- Opening Delimiter -

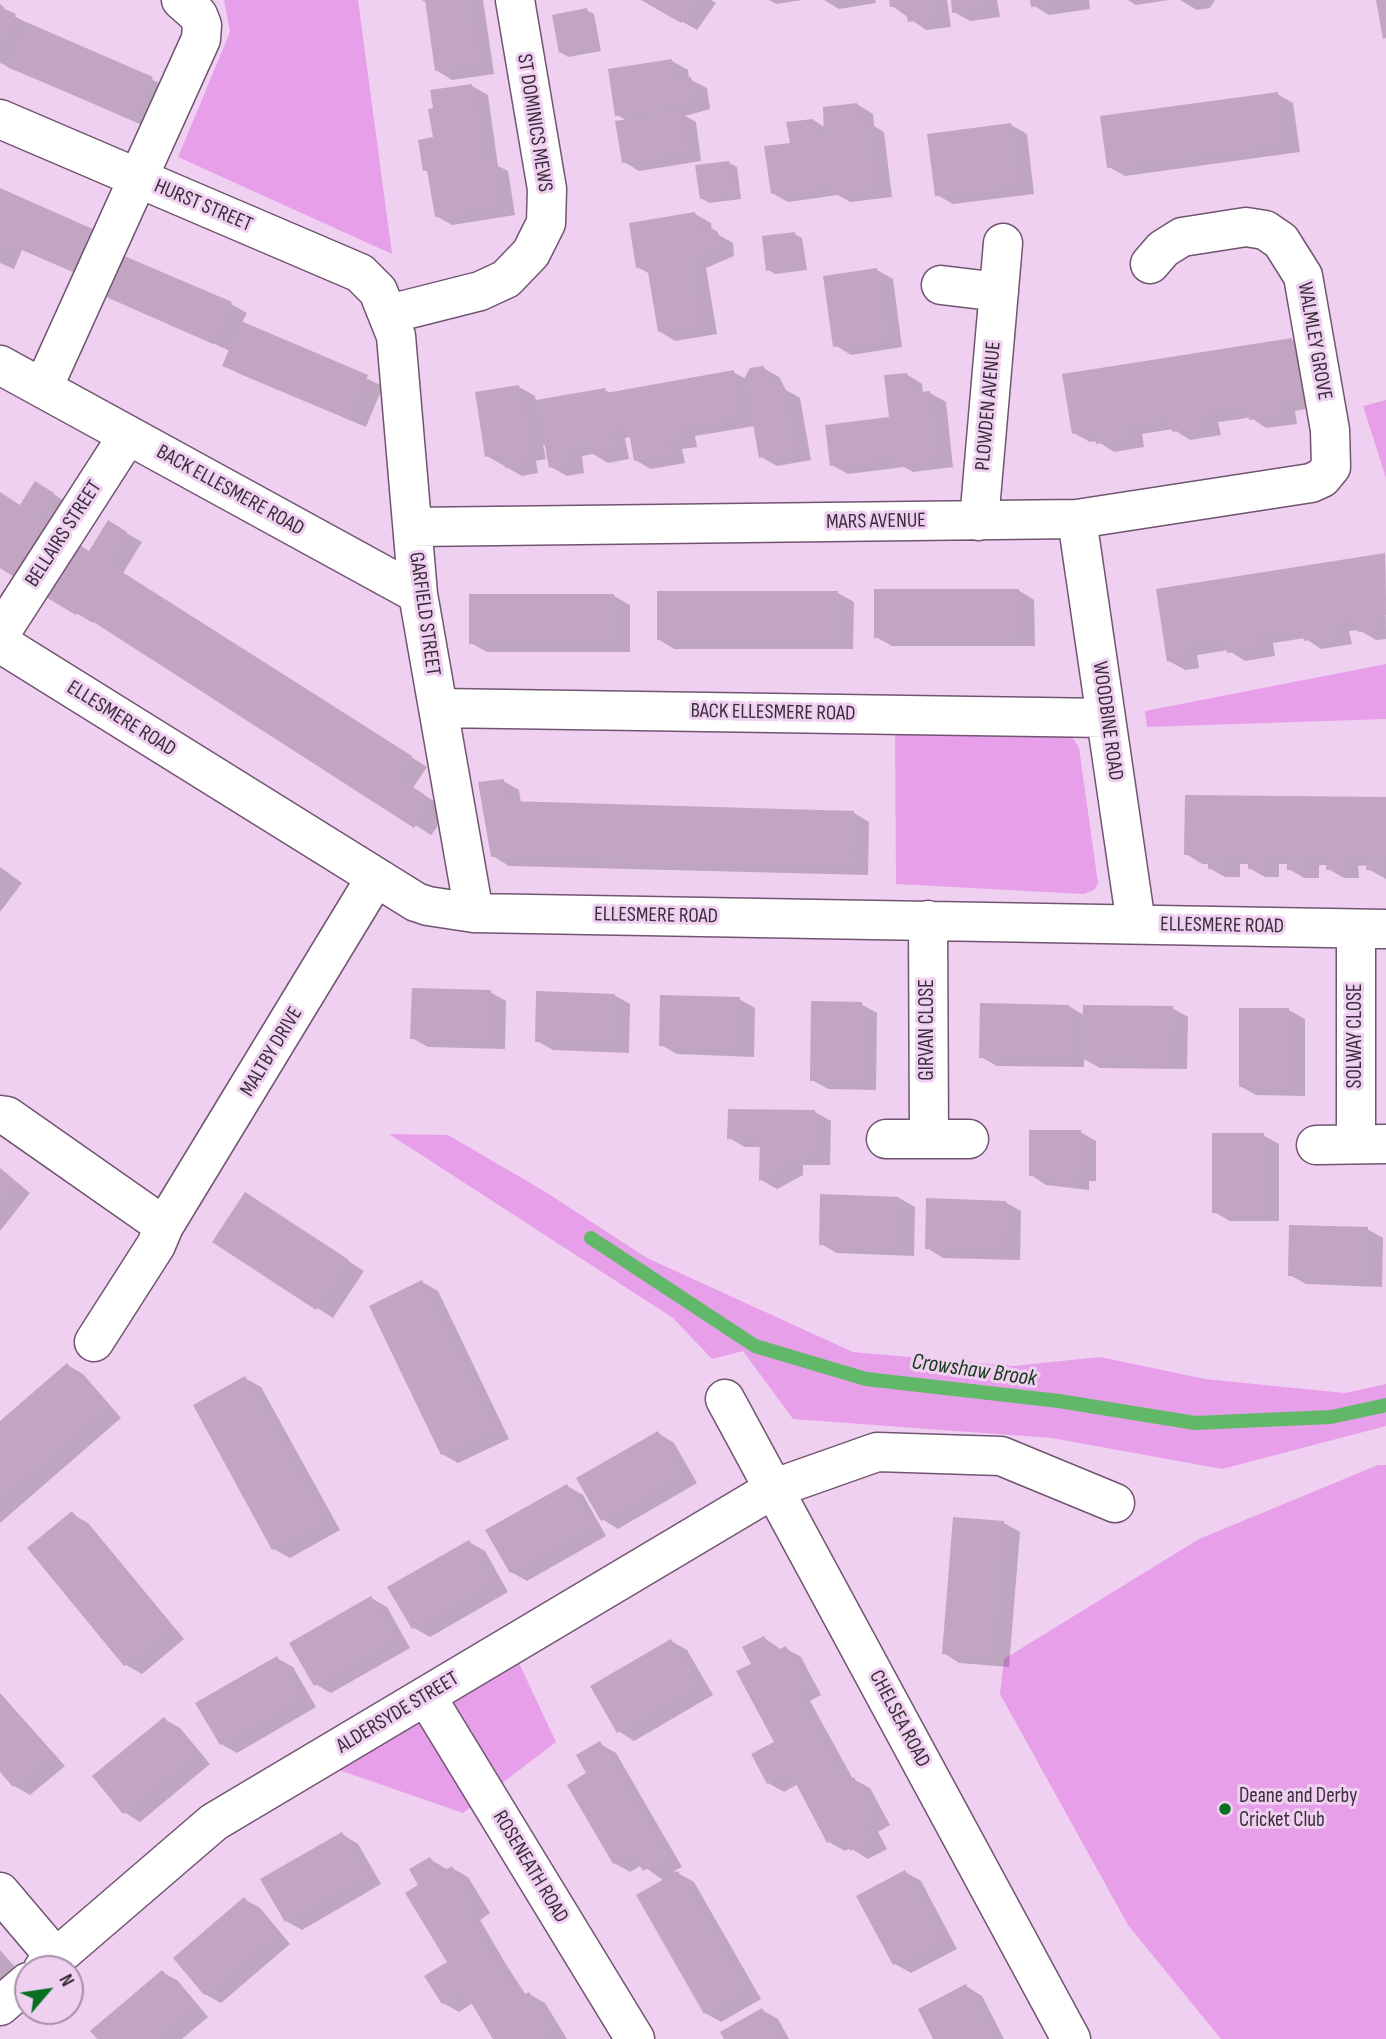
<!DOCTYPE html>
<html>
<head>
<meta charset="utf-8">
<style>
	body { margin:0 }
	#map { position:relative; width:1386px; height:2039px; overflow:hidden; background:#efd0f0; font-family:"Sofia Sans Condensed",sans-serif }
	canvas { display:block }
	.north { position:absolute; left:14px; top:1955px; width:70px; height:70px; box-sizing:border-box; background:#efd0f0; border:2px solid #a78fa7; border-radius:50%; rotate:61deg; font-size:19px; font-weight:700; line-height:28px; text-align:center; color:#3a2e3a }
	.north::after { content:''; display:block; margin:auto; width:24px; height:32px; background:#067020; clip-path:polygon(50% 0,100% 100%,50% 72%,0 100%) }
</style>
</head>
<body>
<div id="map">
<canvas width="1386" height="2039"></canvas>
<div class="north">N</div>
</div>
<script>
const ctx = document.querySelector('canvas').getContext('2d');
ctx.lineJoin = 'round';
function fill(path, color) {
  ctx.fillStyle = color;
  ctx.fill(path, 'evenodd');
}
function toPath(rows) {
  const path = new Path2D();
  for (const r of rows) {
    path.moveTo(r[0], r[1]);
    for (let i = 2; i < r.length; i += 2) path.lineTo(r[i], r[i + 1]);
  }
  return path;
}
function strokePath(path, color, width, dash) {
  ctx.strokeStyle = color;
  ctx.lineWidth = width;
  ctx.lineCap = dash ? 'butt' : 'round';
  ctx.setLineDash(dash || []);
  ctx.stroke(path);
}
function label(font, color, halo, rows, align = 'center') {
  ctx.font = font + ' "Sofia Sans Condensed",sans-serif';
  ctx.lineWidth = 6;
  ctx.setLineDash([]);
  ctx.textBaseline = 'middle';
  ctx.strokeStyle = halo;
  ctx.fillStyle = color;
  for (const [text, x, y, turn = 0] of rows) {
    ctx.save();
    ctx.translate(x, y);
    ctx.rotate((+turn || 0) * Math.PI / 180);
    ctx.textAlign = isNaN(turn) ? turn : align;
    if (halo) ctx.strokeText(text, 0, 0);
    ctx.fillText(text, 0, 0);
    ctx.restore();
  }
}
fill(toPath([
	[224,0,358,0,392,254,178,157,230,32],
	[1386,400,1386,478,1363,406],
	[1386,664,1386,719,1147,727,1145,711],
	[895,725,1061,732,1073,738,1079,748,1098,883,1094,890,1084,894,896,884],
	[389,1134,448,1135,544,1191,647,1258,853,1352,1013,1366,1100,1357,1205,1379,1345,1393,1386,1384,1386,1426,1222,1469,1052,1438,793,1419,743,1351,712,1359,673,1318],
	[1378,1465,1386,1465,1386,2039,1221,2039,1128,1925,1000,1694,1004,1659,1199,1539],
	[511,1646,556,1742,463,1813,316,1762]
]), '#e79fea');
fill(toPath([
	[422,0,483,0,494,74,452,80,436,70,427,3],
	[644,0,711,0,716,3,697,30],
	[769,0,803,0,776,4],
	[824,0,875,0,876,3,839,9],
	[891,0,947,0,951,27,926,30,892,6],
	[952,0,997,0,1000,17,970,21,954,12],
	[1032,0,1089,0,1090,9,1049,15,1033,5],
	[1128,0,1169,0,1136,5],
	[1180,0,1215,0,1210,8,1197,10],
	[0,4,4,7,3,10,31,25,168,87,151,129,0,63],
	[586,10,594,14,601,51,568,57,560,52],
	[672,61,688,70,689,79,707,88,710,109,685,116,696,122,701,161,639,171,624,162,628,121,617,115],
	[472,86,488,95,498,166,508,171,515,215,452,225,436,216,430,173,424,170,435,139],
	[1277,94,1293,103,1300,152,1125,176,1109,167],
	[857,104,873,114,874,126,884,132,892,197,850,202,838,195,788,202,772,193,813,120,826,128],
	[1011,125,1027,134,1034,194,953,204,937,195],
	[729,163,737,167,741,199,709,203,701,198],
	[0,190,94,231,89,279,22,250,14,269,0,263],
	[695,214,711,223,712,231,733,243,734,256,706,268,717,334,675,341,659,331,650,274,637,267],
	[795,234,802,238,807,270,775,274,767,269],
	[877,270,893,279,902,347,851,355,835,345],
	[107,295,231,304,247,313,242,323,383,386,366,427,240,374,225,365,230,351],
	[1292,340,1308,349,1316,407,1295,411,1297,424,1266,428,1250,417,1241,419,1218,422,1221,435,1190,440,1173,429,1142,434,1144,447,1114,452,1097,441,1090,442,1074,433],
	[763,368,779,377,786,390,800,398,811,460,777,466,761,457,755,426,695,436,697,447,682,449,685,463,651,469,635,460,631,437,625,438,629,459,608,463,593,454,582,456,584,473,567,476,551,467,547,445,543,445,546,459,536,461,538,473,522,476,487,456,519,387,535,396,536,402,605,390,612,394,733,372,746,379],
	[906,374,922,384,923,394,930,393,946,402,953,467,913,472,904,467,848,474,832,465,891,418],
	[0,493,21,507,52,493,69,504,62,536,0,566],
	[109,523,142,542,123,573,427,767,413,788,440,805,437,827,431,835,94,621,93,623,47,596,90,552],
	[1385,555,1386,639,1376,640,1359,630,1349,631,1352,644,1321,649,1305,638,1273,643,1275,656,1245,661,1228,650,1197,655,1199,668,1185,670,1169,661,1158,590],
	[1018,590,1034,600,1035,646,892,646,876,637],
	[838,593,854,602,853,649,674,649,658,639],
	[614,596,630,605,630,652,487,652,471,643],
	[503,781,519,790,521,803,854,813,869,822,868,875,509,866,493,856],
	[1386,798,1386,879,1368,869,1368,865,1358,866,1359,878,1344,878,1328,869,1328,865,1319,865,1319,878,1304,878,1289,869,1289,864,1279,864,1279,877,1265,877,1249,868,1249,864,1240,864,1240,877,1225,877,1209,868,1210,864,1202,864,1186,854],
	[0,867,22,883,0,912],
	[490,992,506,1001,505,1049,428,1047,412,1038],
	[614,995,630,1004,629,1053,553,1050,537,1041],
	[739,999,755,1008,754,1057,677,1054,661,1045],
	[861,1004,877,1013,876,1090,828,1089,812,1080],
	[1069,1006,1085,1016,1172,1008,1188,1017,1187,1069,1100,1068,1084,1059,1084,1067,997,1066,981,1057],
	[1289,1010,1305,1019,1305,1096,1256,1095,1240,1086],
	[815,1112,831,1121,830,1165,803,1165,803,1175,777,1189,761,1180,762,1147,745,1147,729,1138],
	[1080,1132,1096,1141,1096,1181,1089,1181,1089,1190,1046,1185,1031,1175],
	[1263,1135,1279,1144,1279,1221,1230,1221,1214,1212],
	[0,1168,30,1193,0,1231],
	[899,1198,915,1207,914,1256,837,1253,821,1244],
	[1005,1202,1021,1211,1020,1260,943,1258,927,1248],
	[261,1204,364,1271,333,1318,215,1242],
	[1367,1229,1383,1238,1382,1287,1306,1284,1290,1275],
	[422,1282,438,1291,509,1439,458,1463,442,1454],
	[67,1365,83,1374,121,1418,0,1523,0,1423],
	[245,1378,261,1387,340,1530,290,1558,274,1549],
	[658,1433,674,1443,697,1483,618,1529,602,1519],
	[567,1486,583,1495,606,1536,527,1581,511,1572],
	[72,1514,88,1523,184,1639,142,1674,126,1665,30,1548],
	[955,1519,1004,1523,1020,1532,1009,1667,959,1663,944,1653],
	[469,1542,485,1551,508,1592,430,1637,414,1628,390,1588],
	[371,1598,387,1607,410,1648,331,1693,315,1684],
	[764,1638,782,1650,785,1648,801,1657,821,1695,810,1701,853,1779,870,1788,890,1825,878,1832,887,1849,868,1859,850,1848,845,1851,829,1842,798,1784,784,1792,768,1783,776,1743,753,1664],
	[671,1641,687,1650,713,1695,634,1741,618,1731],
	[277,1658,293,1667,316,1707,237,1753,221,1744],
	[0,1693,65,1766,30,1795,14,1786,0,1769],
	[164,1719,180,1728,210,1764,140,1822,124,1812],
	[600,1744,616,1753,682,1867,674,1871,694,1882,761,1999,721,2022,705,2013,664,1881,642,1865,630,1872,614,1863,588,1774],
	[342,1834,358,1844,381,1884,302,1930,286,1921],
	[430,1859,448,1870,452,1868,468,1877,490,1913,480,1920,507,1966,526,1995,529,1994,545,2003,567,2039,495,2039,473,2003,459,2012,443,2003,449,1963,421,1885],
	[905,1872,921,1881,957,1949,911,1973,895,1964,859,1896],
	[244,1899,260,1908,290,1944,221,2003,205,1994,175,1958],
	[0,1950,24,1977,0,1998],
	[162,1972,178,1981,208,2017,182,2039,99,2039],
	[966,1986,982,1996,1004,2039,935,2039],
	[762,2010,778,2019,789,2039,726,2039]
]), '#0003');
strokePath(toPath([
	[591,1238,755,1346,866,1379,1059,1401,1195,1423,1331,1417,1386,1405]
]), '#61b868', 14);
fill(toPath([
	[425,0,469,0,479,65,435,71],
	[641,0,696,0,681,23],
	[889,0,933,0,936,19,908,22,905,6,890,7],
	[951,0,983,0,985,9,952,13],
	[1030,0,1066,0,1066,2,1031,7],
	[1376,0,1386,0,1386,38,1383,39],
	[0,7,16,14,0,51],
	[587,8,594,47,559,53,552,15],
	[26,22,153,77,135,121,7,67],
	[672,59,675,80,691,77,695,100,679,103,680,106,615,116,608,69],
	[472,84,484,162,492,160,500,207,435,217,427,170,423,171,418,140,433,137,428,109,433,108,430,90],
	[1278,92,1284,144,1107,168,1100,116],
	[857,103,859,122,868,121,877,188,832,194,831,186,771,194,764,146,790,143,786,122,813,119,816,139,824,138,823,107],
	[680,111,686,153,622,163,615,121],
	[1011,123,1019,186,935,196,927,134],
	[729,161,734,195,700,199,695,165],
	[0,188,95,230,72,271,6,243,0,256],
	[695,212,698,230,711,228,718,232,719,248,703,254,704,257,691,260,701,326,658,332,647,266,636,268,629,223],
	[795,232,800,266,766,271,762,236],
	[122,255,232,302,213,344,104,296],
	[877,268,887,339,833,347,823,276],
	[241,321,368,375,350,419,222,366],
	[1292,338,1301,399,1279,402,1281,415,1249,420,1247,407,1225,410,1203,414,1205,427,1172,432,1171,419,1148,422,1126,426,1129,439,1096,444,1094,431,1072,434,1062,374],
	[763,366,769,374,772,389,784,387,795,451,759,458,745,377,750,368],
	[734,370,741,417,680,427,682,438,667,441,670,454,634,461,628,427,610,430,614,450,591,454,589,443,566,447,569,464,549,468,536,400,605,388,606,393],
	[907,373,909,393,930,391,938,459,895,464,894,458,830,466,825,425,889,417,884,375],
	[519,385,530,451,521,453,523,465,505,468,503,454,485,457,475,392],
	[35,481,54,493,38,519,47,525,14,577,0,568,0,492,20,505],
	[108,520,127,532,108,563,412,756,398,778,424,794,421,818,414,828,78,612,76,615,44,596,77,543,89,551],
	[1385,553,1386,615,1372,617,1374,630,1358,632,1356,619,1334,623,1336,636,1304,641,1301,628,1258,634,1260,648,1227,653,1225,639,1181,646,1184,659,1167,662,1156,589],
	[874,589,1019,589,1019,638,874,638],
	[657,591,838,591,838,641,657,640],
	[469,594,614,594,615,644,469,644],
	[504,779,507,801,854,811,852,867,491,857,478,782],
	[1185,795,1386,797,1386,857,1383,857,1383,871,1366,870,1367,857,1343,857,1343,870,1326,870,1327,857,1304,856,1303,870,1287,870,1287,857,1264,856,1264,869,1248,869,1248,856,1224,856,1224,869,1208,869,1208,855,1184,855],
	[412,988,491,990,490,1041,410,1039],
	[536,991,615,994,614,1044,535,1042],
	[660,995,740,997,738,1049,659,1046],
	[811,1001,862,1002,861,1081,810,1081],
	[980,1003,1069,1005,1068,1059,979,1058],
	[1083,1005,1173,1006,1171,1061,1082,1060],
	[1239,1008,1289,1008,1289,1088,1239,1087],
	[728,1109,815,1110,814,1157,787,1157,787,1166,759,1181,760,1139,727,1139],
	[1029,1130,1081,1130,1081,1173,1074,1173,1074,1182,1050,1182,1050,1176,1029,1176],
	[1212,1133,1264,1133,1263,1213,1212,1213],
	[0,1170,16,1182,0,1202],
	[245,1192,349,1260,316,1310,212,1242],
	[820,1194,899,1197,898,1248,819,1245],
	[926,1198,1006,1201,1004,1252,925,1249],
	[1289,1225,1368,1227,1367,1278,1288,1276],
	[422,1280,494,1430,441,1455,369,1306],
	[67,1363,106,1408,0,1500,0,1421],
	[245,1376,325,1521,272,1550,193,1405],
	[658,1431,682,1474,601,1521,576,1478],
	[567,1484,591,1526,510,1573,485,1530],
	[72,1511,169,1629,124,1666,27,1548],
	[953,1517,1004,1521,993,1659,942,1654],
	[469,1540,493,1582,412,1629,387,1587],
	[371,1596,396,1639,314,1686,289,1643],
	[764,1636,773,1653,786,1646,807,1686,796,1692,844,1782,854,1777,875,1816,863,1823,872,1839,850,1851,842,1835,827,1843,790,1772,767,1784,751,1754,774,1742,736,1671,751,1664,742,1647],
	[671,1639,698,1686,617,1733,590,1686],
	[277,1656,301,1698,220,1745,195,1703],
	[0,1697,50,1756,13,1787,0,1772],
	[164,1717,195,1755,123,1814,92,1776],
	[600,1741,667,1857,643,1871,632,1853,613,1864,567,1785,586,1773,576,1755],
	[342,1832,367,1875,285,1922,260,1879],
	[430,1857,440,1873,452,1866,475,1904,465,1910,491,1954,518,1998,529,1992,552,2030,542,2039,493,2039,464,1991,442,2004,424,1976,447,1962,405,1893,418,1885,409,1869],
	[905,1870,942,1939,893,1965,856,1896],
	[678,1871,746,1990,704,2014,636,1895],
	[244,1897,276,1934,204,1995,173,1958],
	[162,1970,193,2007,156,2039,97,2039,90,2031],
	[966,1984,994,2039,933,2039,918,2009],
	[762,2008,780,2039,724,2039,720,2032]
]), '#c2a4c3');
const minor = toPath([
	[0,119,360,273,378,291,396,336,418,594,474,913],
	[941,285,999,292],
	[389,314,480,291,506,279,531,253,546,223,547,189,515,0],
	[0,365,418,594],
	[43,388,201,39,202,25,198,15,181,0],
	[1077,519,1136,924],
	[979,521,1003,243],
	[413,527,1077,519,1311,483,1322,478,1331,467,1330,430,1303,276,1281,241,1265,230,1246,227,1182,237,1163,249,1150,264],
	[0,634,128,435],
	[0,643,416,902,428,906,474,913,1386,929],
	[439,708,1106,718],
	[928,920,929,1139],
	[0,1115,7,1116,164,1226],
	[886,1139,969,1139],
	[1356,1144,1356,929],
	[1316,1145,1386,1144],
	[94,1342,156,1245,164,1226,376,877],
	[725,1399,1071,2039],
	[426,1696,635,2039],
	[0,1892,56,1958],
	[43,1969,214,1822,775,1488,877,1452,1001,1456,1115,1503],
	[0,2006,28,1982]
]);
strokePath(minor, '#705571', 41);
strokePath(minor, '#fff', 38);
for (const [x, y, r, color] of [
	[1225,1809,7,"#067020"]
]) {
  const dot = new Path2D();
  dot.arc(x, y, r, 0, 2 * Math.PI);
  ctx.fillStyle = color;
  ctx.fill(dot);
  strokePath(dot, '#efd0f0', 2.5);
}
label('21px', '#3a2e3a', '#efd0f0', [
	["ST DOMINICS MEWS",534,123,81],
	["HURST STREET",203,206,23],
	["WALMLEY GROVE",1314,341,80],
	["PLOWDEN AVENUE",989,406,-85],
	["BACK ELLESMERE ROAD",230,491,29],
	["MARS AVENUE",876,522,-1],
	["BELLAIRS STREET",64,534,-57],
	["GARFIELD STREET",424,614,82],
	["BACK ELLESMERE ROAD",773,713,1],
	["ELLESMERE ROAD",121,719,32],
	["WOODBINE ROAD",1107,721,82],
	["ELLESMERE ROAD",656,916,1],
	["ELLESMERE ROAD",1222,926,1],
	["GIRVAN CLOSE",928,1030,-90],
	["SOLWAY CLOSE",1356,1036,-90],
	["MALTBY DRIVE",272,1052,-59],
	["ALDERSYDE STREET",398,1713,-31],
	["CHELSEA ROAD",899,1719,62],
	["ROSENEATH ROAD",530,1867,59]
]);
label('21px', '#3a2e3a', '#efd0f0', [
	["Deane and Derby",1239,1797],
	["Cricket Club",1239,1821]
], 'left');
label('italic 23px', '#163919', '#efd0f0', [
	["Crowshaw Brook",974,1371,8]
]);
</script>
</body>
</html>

- Closing Delimiter -

(AIM OF THE EXERCISE): Only the number is wanted here. Please work out how many lines of the records contain "function".

(ANSWER): 4